__What the exercise asks__: Copy all of the data that follows without altering a word.

--- Entries provided Enclosed Below ---

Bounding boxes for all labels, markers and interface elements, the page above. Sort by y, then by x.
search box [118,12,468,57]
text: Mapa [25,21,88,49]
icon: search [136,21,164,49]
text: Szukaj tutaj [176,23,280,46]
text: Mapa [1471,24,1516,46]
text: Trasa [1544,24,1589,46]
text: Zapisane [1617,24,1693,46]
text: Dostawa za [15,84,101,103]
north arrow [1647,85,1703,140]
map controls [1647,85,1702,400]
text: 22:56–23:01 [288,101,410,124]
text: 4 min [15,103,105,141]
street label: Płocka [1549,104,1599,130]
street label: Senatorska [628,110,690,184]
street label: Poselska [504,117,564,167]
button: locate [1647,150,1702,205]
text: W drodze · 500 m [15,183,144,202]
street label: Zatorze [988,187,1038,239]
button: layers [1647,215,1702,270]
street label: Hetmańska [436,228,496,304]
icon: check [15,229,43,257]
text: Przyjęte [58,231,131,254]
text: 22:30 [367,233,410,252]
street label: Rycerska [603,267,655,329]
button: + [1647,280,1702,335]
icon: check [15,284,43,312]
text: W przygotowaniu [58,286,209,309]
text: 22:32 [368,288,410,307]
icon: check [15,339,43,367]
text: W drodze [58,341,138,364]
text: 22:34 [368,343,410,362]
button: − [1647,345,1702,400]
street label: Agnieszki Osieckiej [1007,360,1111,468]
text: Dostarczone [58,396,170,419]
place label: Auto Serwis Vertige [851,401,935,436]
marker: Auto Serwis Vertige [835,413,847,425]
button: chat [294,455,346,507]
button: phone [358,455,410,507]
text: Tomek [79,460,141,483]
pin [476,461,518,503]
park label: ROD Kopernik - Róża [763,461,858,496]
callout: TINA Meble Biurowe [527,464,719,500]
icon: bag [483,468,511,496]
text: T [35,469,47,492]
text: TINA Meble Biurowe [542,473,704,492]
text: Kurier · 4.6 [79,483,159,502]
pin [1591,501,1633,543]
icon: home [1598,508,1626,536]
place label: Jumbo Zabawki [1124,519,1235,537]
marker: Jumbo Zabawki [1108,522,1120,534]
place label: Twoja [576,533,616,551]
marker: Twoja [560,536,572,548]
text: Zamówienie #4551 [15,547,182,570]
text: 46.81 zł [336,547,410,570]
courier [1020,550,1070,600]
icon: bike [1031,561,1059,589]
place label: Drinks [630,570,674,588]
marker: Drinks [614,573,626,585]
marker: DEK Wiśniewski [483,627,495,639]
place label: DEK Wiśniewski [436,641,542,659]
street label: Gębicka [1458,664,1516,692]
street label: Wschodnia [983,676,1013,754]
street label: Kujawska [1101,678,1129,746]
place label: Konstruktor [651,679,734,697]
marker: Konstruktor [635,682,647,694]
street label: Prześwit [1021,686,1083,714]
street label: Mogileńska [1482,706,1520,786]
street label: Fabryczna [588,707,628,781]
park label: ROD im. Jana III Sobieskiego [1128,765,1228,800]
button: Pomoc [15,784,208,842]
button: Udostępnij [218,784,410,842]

--- End of Enclosed Entries provided ---

__Solution to the exercise__:
Bounding boxes for all labels, markers and interface elements, the page above. Sort by y, then by x.
search box [118,12,468,57]
text: Mapa [25,21,88,49]
icon: search [136,21,164,49]
text: Szukaj tutaj [176,23,280,46]
text: Mapa [1471,24,1516,46]
text: Trasa [1544,24,1589,46]
text: Zapisane [1617,24,1693,46]
text: Dostawa za [15,84,101,103]
north arrow [1647,85,1703,140]
map controls [1647,85,1702,400]
text: 22:56–23:01 [288,101,410,124]
text: 4 min [15,103,105,141]
street label: Płocka [1549,104,1599,130]
street label: Senatorska [628,110,690,184]
street label: Poselska [504,117,564,167]
button: locate [1647,150,1702,205]
text: W drodze · 500 m [15,183,144,202]
street label: Zatorze [988,187,1038,239]
button: layers [1647,215,1702,270]
street label: Hetmańska [436,228,496,304]
icon: check [15,229,43,257]
text: Przyjęte [58,231,131,254]
text: 22:30 [367,233,410,252]
street label: Rycerska [603,267,655,329]
button: + [1647,280,1702,335]
icon: check [15,284,43,312]
text: W przygotowaniu [58,286,209,309]
text: 22:32 [368,288,410,307]
icon: check [15,339,43,367]
text: W drodze [58,341,138,364]
text: 22:34 [368,343,410,362]
button: − [1647,345,1702,400]
street label: Agnieszki Osieckiej [1007,360,1111,468]
text: Dostarczone [58,396,170,419]
place label: Auto Serwis Vertige [851,401,935,436]
marker: Auto Serwis Vertige [835,413,847,425]
button: chat [294,455,346,507]
button: phone [358,455,410,507]
text: Tomek [79,460,141,483]
pin [476,461,518,503]
park label: ROD Kopernik - Róża [763,461,858,496]
callout: TINA Meble Biurowe [527,464,719,500]
icon: bag [483,468,511,496]
text: T [35,469,47,492]
text: TINA Meble Biurowe [542,473,704,492]
text: Kurier · 4.6 [79,483,159,502]
pin [1591,501,1633,543]
icon: home [1598,508,1626,536]
place label: Jumbo Zabawki [1124,519,1235,537]
marker: Jumbo Zabawki [1108,522,1120,534]
place label: Twoja [576,533,616,551]
marker: Twoja [560,536,572,548]
text: Zamówienie #4551 [15,547,182,570]
text: 46.81 zł [336,547,410,570]
courier [1020,550,1070,600]
icon: bike [1031,561,1059,589]
place label: Drinks [630,570,674,588]
marker: Drinks [614,573,626,585]
marker: DEK Wiśniewski [483,627,495,639]
place label: DEK Wiśniewski [436,641,542,659]
street label: Gębicka [1458,664,1516,692]
street label: Wschodnia [983,676,1013,754]
street label: Kujawska [1101,678,1129,746]
place label: Konstruktor [651,679,734,697]
marker: Konstruktor [635,682,647,694]
street label: Prześwit [1021,686,1083,714]
street label: Mogileńska [1482,706,1520,786]
street label: Fabryczna [588,707,628,781]
park label: ROD im. Jana III Sobieskiego [1128,765,1228,800]
button: Pomoc [15,784,208,842]
button: Udostępnij [218,784,410,842]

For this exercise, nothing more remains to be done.